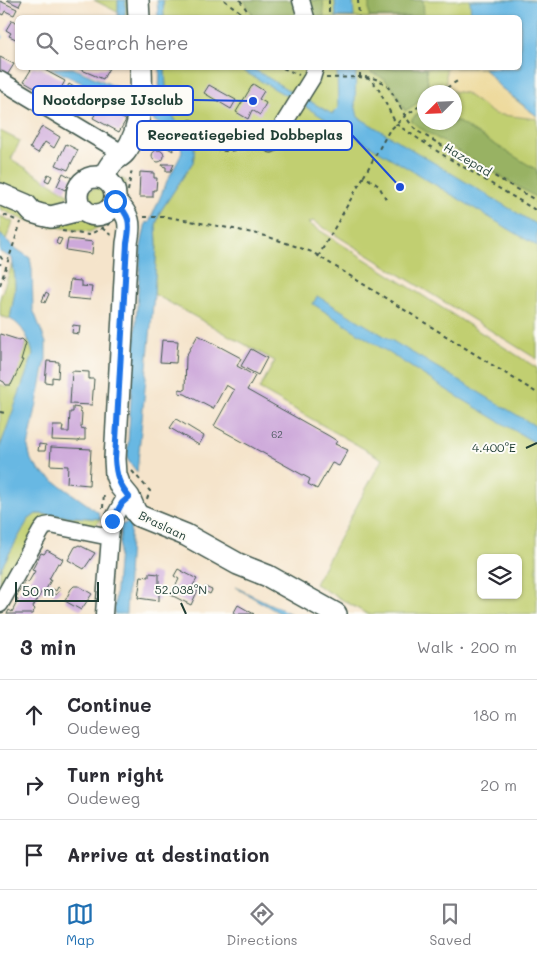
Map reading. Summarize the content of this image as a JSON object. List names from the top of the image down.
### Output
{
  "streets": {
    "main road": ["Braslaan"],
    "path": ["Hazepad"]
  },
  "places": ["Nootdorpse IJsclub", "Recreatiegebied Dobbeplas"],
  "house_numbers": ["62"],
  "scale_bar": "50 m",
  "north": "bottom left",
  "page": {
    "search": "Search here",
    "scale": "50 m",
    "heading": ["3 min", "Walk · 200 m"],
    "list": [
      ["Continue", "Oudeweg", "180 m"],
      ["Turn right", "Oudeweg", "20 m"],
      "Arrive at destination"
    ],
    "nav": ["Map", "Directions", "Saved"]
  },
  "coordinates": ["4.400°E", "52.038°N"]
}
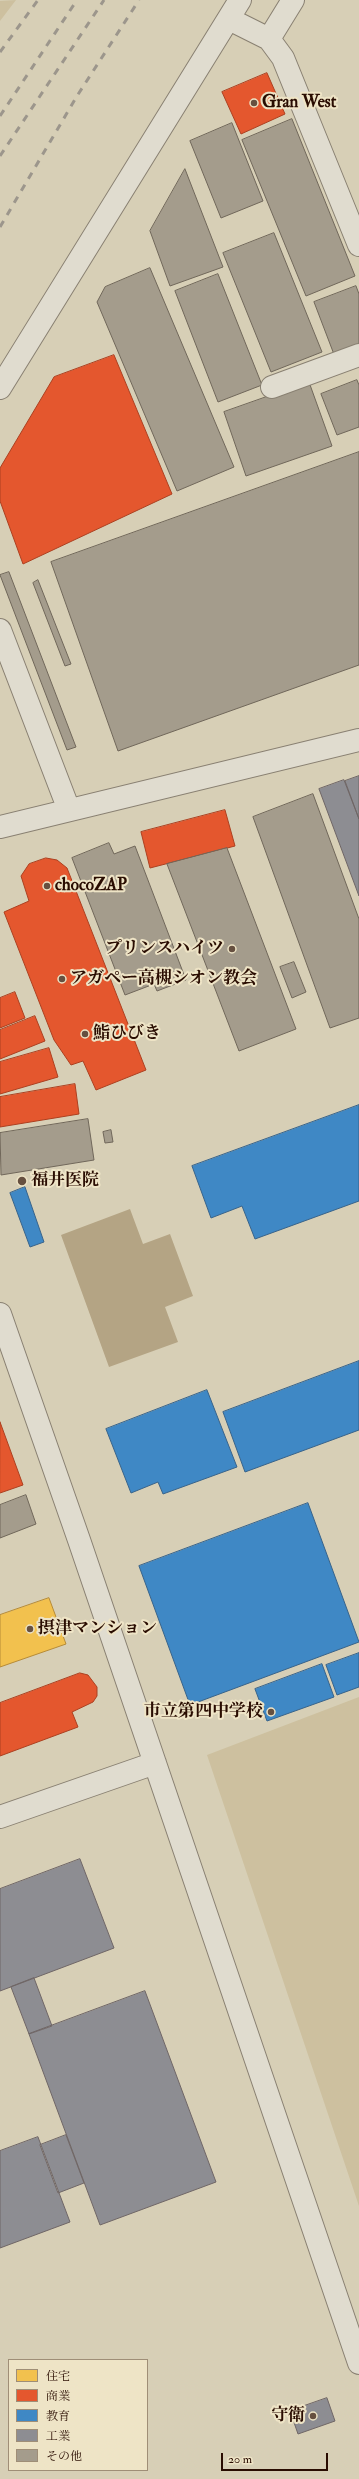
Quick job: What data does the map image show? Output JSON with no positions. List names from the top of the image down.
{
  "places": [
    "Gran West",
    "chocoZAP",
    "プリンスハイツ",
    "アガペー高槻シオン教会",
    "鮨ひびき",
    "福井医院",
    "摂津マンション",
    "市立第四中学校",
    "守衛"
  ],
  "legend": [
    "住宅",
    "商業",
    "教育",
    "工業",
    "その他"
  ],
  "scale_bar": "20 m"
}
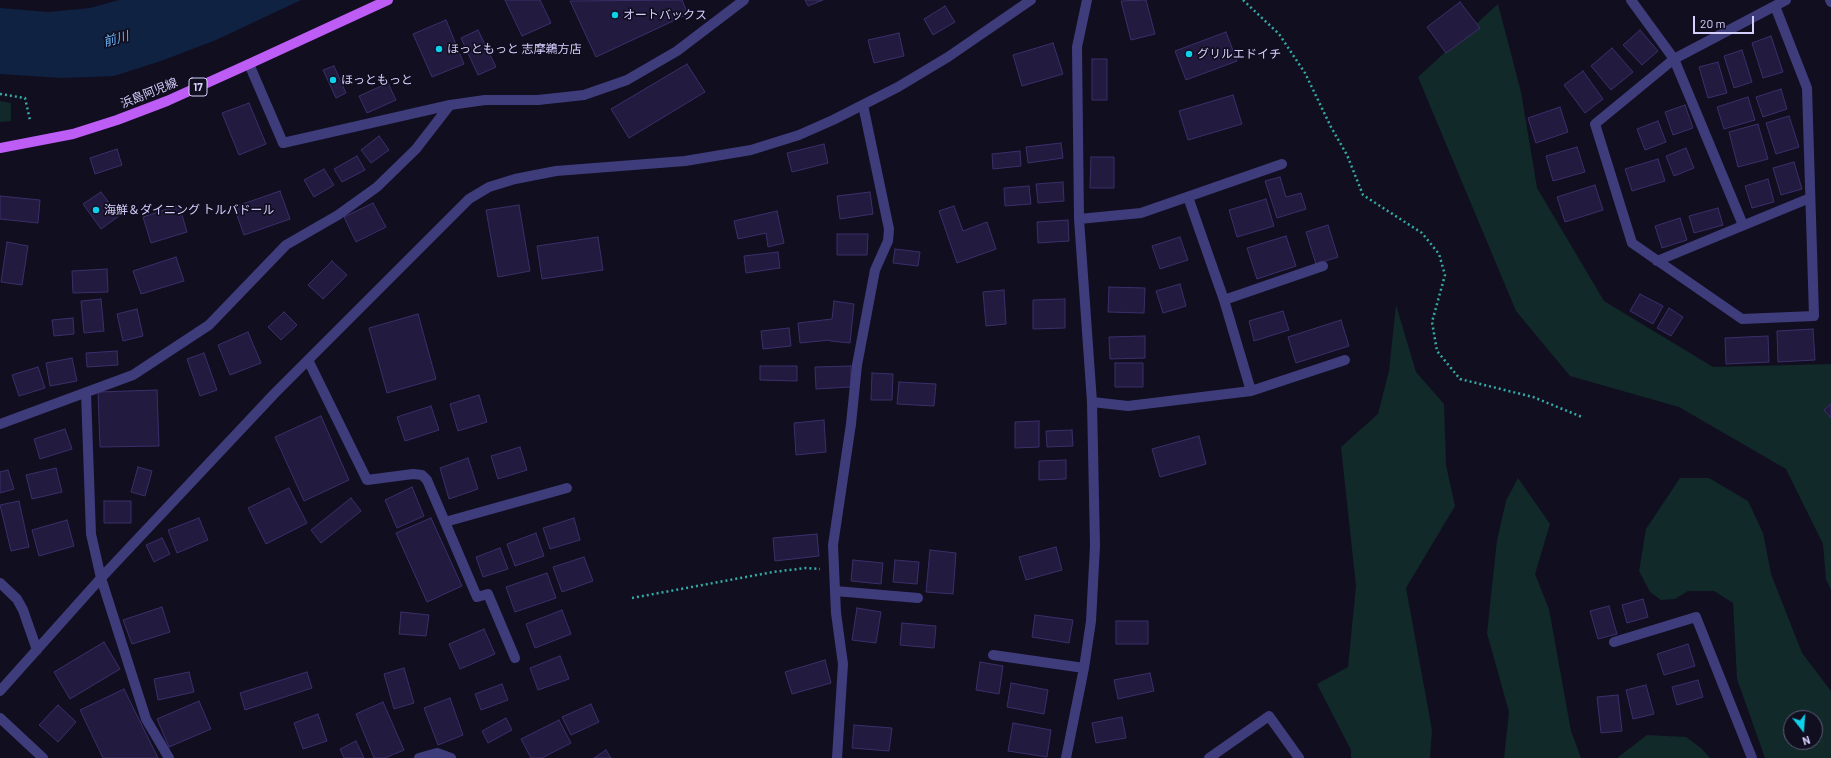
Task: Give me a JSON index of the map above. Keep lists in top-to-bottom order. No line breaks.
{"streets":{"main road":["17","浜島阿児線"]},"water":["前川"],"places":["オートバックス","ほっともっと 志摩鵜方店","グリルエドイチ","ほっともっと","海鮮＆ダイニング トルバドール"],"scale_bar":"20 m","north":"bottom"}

================

YOUR INSTRUCTIONS >>
If the listing above includes images, copy every line of it exactly except those images.

RESPONSE BOX >>
Map reading. Summarize the content of this image as a JSON object. List names from the top of the image down.
### Output
{
  "streets": {
    "main road": ["Braslaan"],
    "path": ["Hazepad"]
  },
  "places": ["Nootdorpse IJsclub", "Recreatiegebied Dobbeplas"],
  "house_numbers": ["62"],
  "scale_bar": "50 m",
  "north": "bottom left",
  "page": {
    "search": "Search here",
    "scale": "50 m",
    "heading": ["3 min", "Walk · 200 m"],
    "list": [
      ["Continue", "Oudeweg", "180 m"],
      ["Turn right", "Oudeweg", "20 m"],
      "Arrive at destination"
    ],
    "nav": ["Map", "Directions", "Saved"]
  },
  "coordinates": ["4.400°E", "52.038°N"]
}
Quick job: What data does the map image show? Output JSON with no positions. List names from the top of the image down.
{
  "places": [
    "Gran West",
    "chocoZAP",
    "プリンスハイツ",
    "アガペー高槻シオン教会",
    "鮨ひびき",
    "福井医院",
    "摂津マンション",
    "市立第四中学校",
    "守衛"
  ],
  "legend": [
    "住宅",
    "商業",
    "教育",
    "工業",
    "その他"
  ],
  "scale_bar": "20 m"
}
Task: Give me a JSON index of the map above. Keep lists in top-to-bottom order. No line breaks.
{"streets":{"main road":["17","浜島阿児線"]},"water":["前川"],"places":["オートバックス","ほっともっと 志摩鵜方店","グリルエドイチ","ほっともっと","海鮮＆ダイニング トルバドール"],"scale_bar":"20 m","north":"bottom"}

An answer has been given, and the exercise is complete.